Anyone raised up to love a piece of ground will understand my original hatred for Odendahl. My father homesteaded in the Kenya White Highlands in the nineteen twenties. I was born on the farm and lived there until World War Two. The Old Boy was killed by a leopard when I was in Burma with Wingate; it wasn’t until nineteen forty-nine, when I was twenty-seven, with a war behind me, that I got off the train from Nairobi and hiked ten miles home, finally ready to take over the running of the farm from Mater. “Farm” can be misleading: it was two thousand acres of bad land, some in wheat, more in cattle, most in forest, with bush pig, leopard, buffalo, and elephant. And at an eight-thousand-foot elevation, even on the Equator, mornings get cold enough for ice to form on the wash bucket.

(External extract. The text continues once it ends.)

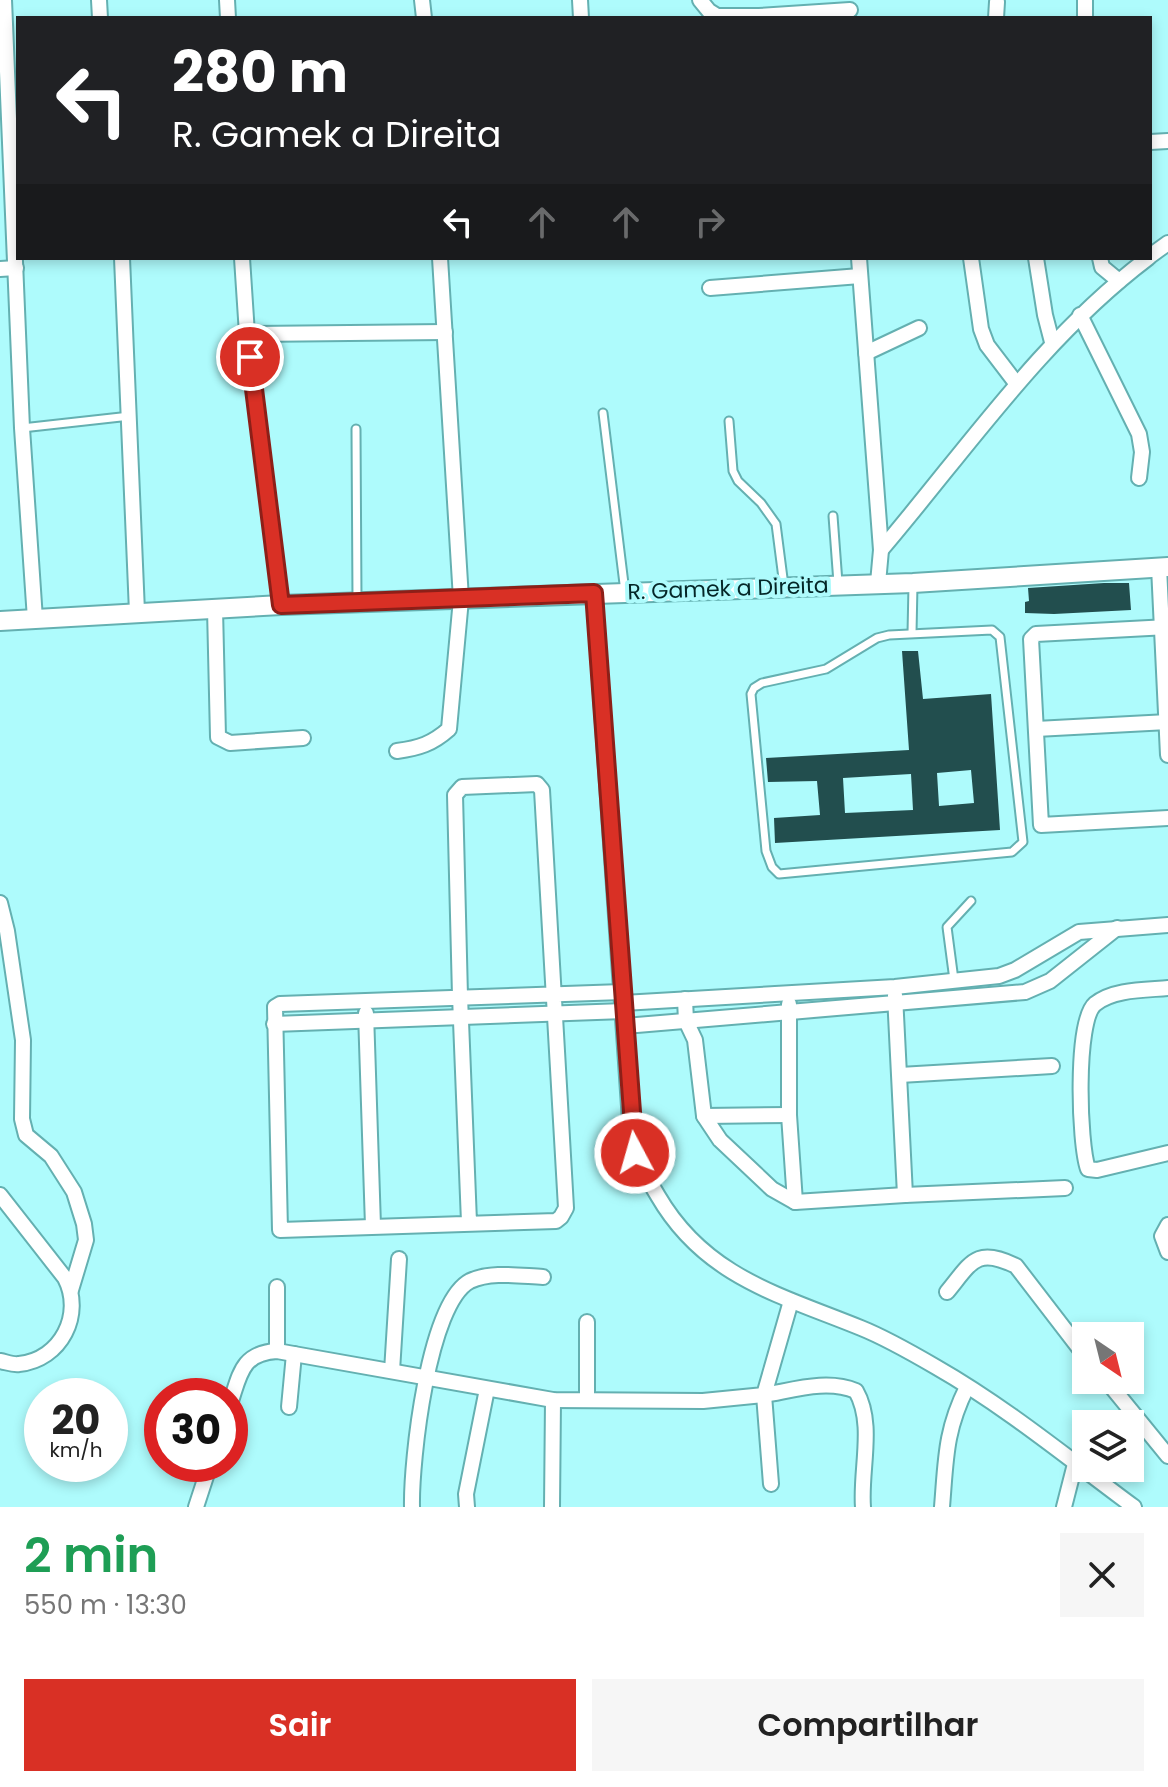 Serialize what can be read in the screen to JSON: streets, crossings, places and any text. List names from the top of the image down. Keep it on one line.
{"streets":{"main road":["R. Gamek a Direita"]},"north":"bottom right","page":{"turn":["280 m","R. Gamek a Direita"],"speed":"20 km/h","limit":"30","heading":["2 min","550 m · 13:30"],"buttons":["Sair","Compartilhar"]}}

As I shrugged off my pack, a stranger walked from the five-room house the Old Boy had put together with his bare hands, stone on stone. Surprise made me hostile: I hadn’t expected Mater to hire a foreman.
“Who the hell are you?”
“Odendahl.” He stated it like the existence of a mountain: six feet six tall, three broad, with the Boer’s heavy, Germanic features and light, fine hair. Many of them had been coming up to East Africa from Natal to settle since the war.
“I’m Canning.” I shouldered my pack, but Odendahl didn’t move.

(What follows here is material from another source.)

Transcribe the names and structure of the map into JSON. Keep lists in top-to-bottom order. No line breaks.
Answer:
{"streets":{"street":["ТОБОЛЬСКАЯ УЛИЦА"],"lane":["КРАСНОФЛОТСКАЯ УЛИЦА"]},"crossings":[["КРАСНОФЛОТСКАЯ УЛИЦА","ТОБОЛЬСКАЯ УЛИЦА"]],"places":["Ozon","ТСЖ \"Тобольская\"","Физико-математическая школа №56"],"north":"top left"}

“Canning. Ja. This is not any longer your place. Your mother it has sold to me, a year ago, when you do not answer her letters.” No attempt to soften it, you see. And then he went on: “Two months ago, in Nairobi, she died.”
I didn’t even realize that pain and guilt at the unanswered letters had brought up the light Springfield I’d gotten for antelope until I saw that my finger was crooking the trigger and that I meant to shoot. Odendahl crouched to throw himself sideways into the bougainvillea along the house, but then a black arm came over my shoulder and twitched the rifle away.
“Hapana…ngoja dadika moja…”
Morengaru, of course, the Wanderobo-Masai who had taught me to read sign, to skin out game, to think like an elephant or buff when I had to. And now he’d just saved me from a murder charge.
Odendahl turned coolly, as if we’d merely shaken hands, and went into the house.
Morengaru and I left an hour later and camped that night by a stream we’d stocked with trout ten years before. He told me how th
e farm had declined until Mater, getting panicky at my silence, had sold to Odendahl. Maybe no woman ever has a man’s almost mystical love of the land.
“Na Bwana Mkubwa?” I’d heard no details of my father’s death.
Morengaru began emoting, his lean, black face shining in the firelight, and the shotgun he used for everything from buck to buff jutting past his ear into darkness. It had been in the bush—therefore, to him, a legitimate end. Stalking a leopard which had killed one of our dogs, the Old Boy was careless and looked up; his eyes met the leopard’s. Morengaru got there fifteen seconds later to stick his shotgun in the cat’s ear and blow half its head away, but the pumping back legs already had eviscerated my father.
He flashed his sudden, infrequent grin. “Now we two landless rogues. Now we go hunting.”
“You cheeky bastard,” I grunted. But my heart wasn’t in it.
For a month. I hung around Nairobi, drinking too much and brooding on getting the farm back; then I sorted myself out and joined a safari outfit. Putting clients up in romantic-sounding hotels like the Outspan in Nyeri, hiking them a few miles a day through the bundu, and finally “finding” the game that Morengaru already had spotted, wasn’t really hunting. But it was better than Nairobi. And in those years before the Emergency, there was money in it.
The Emergency, the Mau-Mau uprising of nineteen fifty-two, had a four-year active phase, took the lives of twelve thousand Kikuyu and thirty-one Europeans, and involved eleven British Army battalions. At the first whiff of fighting, I joined the Security Forces.